Uno dei principali mezzi di trasmissione tra Oriente e Occidente fu il monachesimo. L’Oriente non era soltanto la patria dei grandi santi, ma anche quella dei grandi dottori della Chiesa, degli asceti, degli anacoreti, degli eroi della solitudine. Ed è per questo che la Palestina, culla del Cristianesimo, e gli sconfinati deserti dell’Egitto esercitavano sugli occidentali un vero e proprio fascino. San Gerolamo, il grande dottore della Chiesa latina, trascorre una parte della sua vita in plaghe lontane; si ritira una prima volta per cinque anni nel deserto e ritorna poi in Oriente per passare il resto dei suoi giorni nel monastero di Betlemme. È al ritorno da un viaggio in Oriente che San Onorato fonda, nei primi anni del V secolo, il monastero dell’isola di Lérins. All’inizio del V secolo, Giovanni Cassiano fonda a Marsiglia due monasteri, uno per le donne, l’altro per gli uomini, la celebre abbazia di San Vittore; ma prima di ritirarvisi aveva viaggiato a lungo in Oriente e aveva soggiornato nel monastero di Betlemme, fra gli anacoreti in Egitto, e a Costantinopoli, da San Giovanni Crisostomo. La fama di San Simeone lo Stilita si era diffusa dalla Siria a tutto l’Occidente, e di lui si ammirava l’eccezionalità della vita ascetica e lo zelo della pietà religiosa. È noto che per meglio separarsi dal mondo si era posto su una colonna alla cui sommità era sistemata una cella. Attorno alla sua colonna venne costruito un monastero, le cui imponenti rovine testimoniano la venerazione profonda dei siriani per il loro santo.
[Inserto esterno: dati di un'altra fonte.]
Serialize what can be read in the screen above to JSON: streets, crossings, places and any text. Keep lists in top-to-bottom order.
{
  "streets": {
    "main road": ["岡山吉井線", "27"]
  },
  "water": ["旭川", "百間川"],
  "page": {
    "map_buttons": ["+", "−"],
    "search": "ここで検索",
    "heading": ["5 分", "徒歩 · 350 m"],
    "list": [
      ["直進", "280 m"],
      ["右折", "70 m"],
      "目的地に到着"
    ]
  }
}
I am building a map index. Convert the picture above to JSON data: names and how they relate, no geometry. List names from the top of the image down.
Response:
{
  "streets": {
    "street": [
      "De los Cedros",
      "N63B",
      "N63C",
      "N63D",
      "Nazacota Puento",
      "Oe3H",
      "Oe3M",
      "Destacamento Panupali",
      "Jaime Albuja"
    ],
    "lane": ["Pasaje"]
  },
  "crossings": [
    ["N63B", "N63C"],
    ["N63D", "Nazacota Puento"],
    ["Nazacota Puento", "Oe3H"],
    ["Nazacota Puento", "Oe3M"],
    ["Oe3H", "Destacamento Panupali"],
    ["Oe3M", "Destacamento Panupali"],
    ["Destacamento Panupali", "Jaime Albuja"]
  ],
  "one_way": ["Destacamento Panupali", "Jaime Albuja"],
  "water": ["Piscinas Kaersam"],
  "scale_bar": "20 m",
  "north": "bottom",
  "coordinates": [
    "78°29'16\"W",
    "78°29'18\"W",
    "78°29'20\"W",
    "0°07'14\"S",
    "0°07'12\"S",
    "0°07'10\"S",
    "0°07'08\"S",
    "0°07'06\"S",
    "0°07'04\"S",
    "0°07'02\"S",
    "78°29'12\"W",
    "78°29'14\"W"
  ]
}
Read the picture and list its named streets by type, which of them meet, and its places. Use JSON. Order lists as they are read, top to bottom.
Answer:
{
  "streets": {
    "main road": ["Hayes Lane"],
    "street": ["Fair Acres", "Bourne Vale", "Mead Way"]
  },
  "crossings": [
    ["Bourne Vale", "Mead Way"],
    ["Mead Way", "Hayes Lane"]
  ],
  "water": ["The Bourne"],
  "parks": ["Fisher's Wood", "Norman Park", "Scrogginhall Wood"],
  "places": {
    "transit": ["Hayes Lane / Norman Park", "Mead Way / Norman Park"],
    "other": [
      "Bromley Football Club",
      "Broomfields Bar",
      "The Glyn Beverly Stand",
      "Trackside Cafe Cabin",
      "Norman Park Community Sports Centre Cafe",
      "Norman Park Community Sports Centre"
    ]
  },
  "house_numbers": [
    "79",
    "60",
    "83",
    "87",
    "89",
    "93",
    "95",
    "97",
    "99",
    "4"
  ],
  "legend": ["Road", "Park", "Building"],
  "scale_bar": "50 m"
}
Attorno a quel luogo si accalcava una folla di persone, molte delle quali venivano dall’Occidente; mercanti, che esercitavano la loro professione tra la Siria e la Gallia, giungevano ai piedi della colonna e si iniziava una conversazione: San Simeone chiedeva loro notizie di Santa Genoveffa, li incaricava di salutarla col massimo rispetto e si raccomandava, tramite loro, alle preghiere della santa franca.


Si conosce anche l’avventura di cui fu vittima un ricco mercante siriano di Bordeaux, di nome Eufrone. Il vescovo Bertramo lo fece tonsurare nella speranza di ereditare i suoi beni, tra i quali vi era una preziosa reliquia, uno dei pollici di un martire orientale molto venerato, San Sergio. Il vescovo aveva segnalato il fatto a Gondovaldo, pretendente al regno, che si trovava a Bordeaux, ma il siriano si rifiutò di cedere la sua reliquia, che pare possedesse grandi virtù. La sua casa venne allora assediata, il reliquiario venne aperto e l’alleato di Gondovaldo, Mummolo, s’impadronì di un frammento della preziosa reliquia.